I recently transferred to UTK this past August from Christopher Newport University, which is a liberal arts school in Virginia.

Tuition there for me was only $14,754. Since transferring, I cannot help but notice how ridiculously expensive it is to attend school here at UTK. Looking over the various attendance costs between in-state and out-of-state students, it is very noticeable how much more the cost of attendance is here for out-of-state students versus those who receive in-state tuition.

The one question I can’t seem to overlook since transferring is: Why is it so expensive for a student coming from out-of-state if all students supposedly receive very similar educational backgrounds in high school, take the same standardized tests and begin college in the same classes?

Looking back at that question, if all students start classes here at UTK taking basic Gen Ed classes, why does a student coming from out-of-state pay more than double for the same classes?

Currently at The University of Tennessee Knoxville, tuition and fees costs for undergraduate students for the Fall 2018 and Spring 2019 semesters are $13,006. Now take that number and compare it to the $31,426 dollars that out-of-state students pay to enroll in classes here. There is absolutely no comparison between the two numerical figures, and I honestly don’t see why out-of-state students are expected to pay so much more in tuition expenses.

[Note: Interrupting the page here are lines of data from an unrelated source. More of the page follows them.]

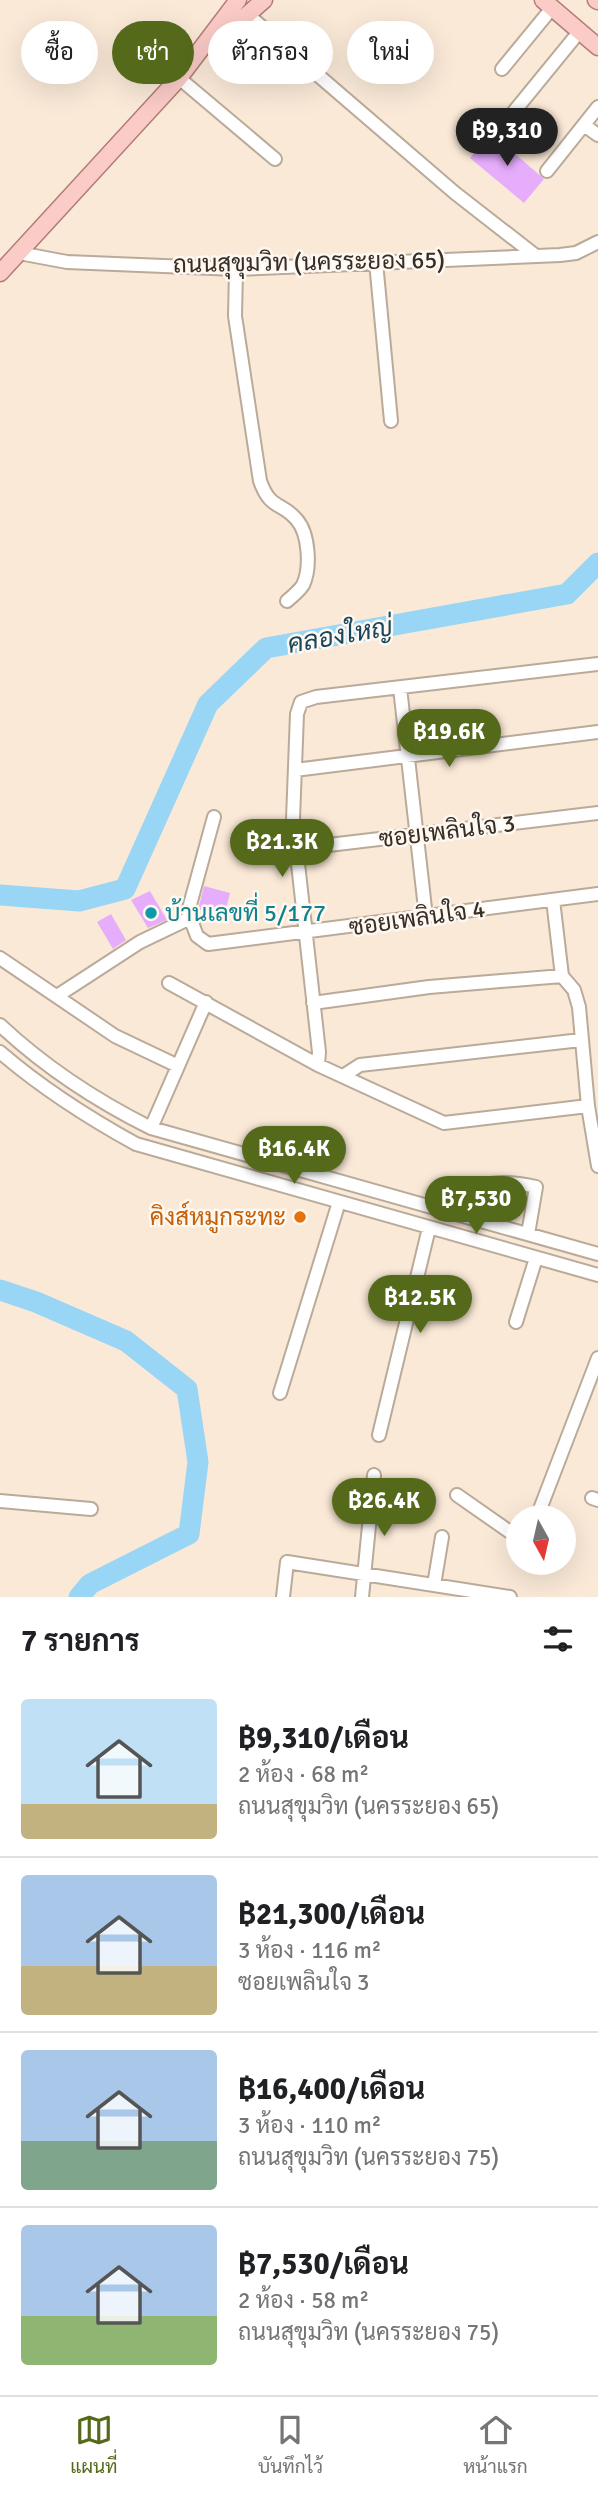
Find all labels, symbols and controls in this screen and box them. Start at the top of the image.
chip: ซื้อ [21,21,98,84]
chip: เช่า [112,21,194,84]
chip: ตัวกรอง [208,21,333,84]
chip: ใหม่ [347,21,434,84]
pin: ฿9,310 [450,108,564,168]
text: ฿9,310 [472,116,542,145]
street label: ถนนสุขุมวิท (นครระยอง 65) [173,245,445,280]
water label: คลองใหญ่ [285,610,397,661]
pin: ฿19.6K [392,710,506,769]
text: ฿19.6K [413,717,485,746]
street label: ซอยเพลินใจ 3 [377,807,517,854]
pin: ฿21.3K [225,820,339,879]
text: ฿21.3K [246,827,318,856]
place label: บ้านเลขที่ 5/177 [165,892,326,928]
street label: ซอยเพลินใจ 4 [347,893,487,942]
marker: บ้านเลขที่ 5/177 [143,905,159,921]
pin: ฿16.4K [237,1126,351,1186]
text: ฿16.4K [258,1134,330,1163]
pin: ฿7,530 [419,1176,533,1236]
text: ฿7,530 [441,1184,511,1213]
place label: คิงส์หมูกระทะ [150,1201,286,1234]
marker: คิงส์หมูกระทะ [292,1209,308,1225]
pin: ฿12.5K [363,1276,477,1335]
text: ฿12.5K [384,1283,456,1312]
pin: ฿26.4K [327,1478,441,1538]
text: ฿26.4K [348,1486,420,1515]
north arrow [506,1505,576,1575]
map controls [506,1505,576,1575]
icon: filters [539,1620,577,1658]
text: 7 รายการ [21,1623,140,1660]
text: ฿9,310/เดือน [238,1720,409,1757]
icon: home [77,1727,161,1811]
text: 2 ห้อง · 68 m² [238,1760,369,1789]
text: ถนนสุขุมวิท (นครระยอง 65) [238,1792,499,1821]
text: ฿21,300/เดือน [238,1896,425,1933]
icon: home [77,1903,161,1987]
text: 3 ห้อง · 116 m² [238,1936,382,1965]
text: ซอยเพลินใจ 3 [238,1968,369,1997]
text: ฿16,400/เดือน [238,2071,425,2108]
icon: home [77,2078,161,2162]
text: 3 ห้อง · 110 m² [238,2111,382,2140]
text: ถนนสุขุมวิท (นครระยอง 75) [238,2143,499,2172]
text: ฿7,530/เดือน [238,2246,409,2283]
icon: home [77,2253,161,2337]
text: 2 ห้อง · 58 m² [238,2286,369,2315]
text: ถนนสุขุมวิท (นครระยอง 75) [238,2318,499,2347]
tab: แผนที่ [70,2411,118,2479]
tab: บันทึกไว้ [258,2411,323,2479]
tab: หน้าแรก [463,2411,528,2479]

When you factor in other expenses such as housing, living expenses and transportation, those tuition numbers only go up. UTK charges the same amount for room and board, transportation and personal expenses regardless if you are in-state or out-of-state. This brings the overall estimated cost to attend Tennessee to an astronomical $49,930. The problem with this figure is students are not left with a variety of options towards deciding how to pay for school.

If you are an out-of-state student, UTK does not offer many options for scholarships. Even though you are paying 2.4 times more in tuition costs, you are essentially forgotten about.

For example, Hope and Tennessee Pledge scholarships are available for in-state students, but if you transfer to UTK from out-of-state, there are less options through the school except the Volunteer Transfer Scholarship. The issue with this is that you must have an exceptional transfer GPA from your previous college to qualify, and the scholarship amounts are tiny compared to the overall cost of tuition.

Let’s say one transferred from an out of state college/university with a 3.7 GPA, he/she would only be eligible to receive $3,000 per semester. When you analyze that $31,426 in tuition plus other expenses, a mere $6,000 a year is not very much. Out-state-students are still at a huge disadvantage financially compared to those who receive in-state tuition rates.

Attending college is becoming more and more expensive every year, with around 70% of all students taking a loan to pay for school in some form. A huge problem with this is that the average debt per student borrower is $27,975.

The reason that figure is so high in my opinion is because schools such as the University of Tennessee charge an outrageous amount for an out-of-state student to enroll for an education and leave them with no choice but to take out extensive amounts in student loans.

At the end of the day, the goal of going to college is to receive an education. Every student at this school takes the SAT/ACT test, takes a similar curriculum in high school, so why is it that students who apply from out-of-state must pay so much more money for the same education? The reason for this is because education is a political matter, and schools receive subsidies by the State for students who reside in the state. If a student goes to a school out of his/her home state, the subsides are not provided to the school, thus meaning the school charges a ridiculous amount to the student. I find it very inconsiderate that politics is determining the cost of education and that schools can charge students different amounts to take the same classes.